Search: new recommendations about the number of shards (#12644)

stsewd · web-flow · commit 7ca089c52b52 · 2025-12-09T13:44:28.000-05:00
diff --git a/readthedocs/settings/base.py b/readthedocs/settings/base.py
@@ -956,17 +956,12 @@ def GITHUB_APP_CLIENT_ID(self):
     # Chunk size for elasticsearch reindex celery tasks
     ES_TASK_CHUNK_SIZE = 500
 
-    # Info from Honza about this:
-    # The key to determine shard number is actually usually not the node count,
-    # but the size of your data.
-    # There are advantages to just having a single shard in an index since
-    # you don't have to do the distribute/collect steps when executing a search.
-    # If your data will allow it (not significantly larger than 40GB)
-    # I would recommend going to a single shard and one replica meaning
-    # any of the two nodes will be able to serve any search without talking to the other one.
-    # Scaling to more searches will then just mean adding a third node
-    # and a second replica resulting in immediate 50% bump in max search throughput.
-
+    # The number of shards depends on the size of the data, 30GB per shard is a good rule to follow.
+    # Everytime we need to do a re-index, make sure to check the size of the index and adjust the
+    # number of shards if needed (change on ops repos). This is a static setting, it can't be changed
+    # after the index is created. In case a change is needed, a new index must be created and data
+    # reindexed. The number of replicas can be changed dynamically, one replica is a good default.

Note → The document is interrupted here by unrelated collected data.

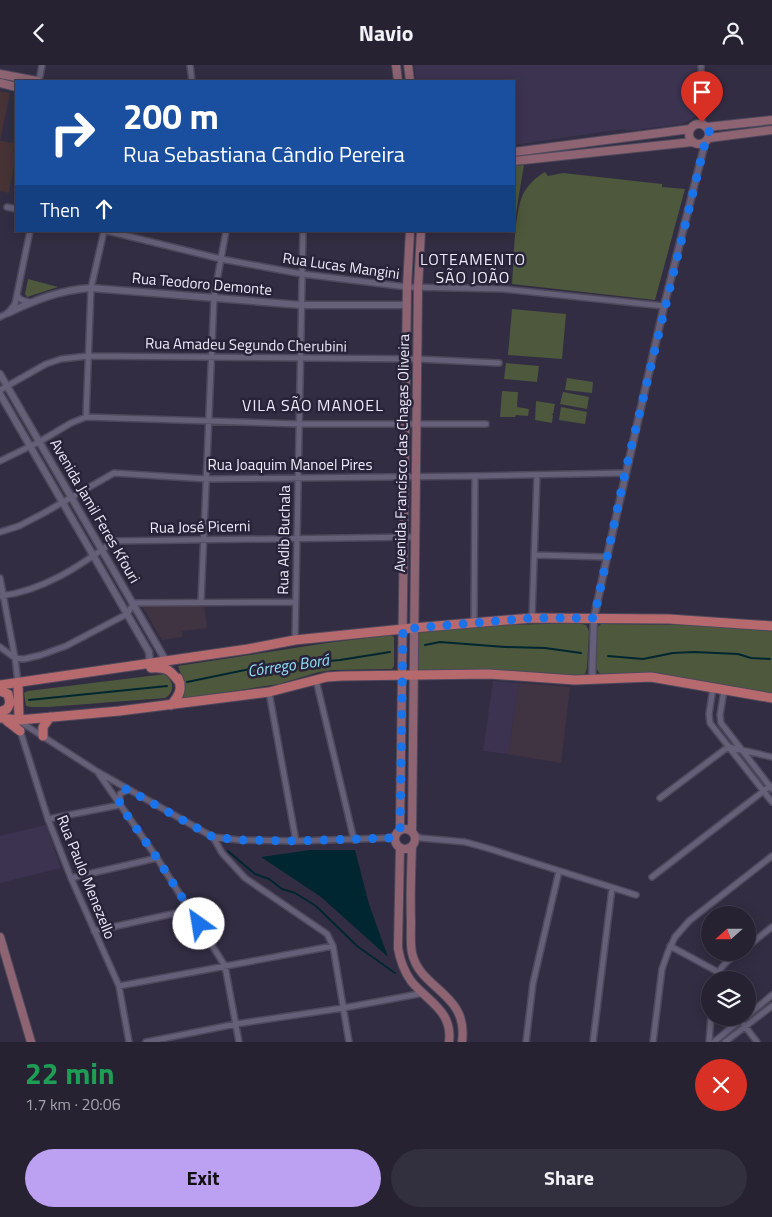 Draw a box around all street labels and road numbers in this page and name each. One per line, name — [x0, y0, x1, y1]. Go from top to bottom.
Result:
street label: Rua Lucas Mangini — [281, 246, 401, 285]
street label: Rua Teodoro Demonte — [131, 266, 273, 301]
street label: Rua Amadeu Segundo Cherubini — [145, 331, 347, 358]
street label: Avenida Francisco das Chagas Oliveira — [388, 333, 415, 572]
street label: Avenida Jamil Feres Kfouri — [45, 434, 146, 587]
street label: Rua Joaquim Manoel Pires — [208, 453, 372, 476]
street label: Rua Adib Buchala — [271, 485, 296, 595]
street label: Rua José Picerni — [149, 514, 251, 539]
street label: Rua Paulo Menezello — [51, 811, 122, 942]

+    # See https://www.elastic.co/docs/deploy-manage/production-guidance/optimize-performance/size-shards.
     ES_INDEXES = {
         "project": {
             "name": "project_index",
@@ -981,16 +976,6 @@ def GITHUB_APP_CLIENT_ID(self):
         },
     }
 
-    # ANALYZER = 'analysis': {
-    #     'analyzer': {
-    #         'default_icu': {
-    #             'type': 'custom',
-    #             'tokenizer': 'icu_tokenizer',
-    #             'filter': ['word_delimiter', 'icu_folding', 'icu_normalizer'],
-    #         }
-    #     }
-    # }
-
     # Disable auto refresh for increasing index performance
     ELASTICSEARCH_DSL_AUTO_REFRESH = False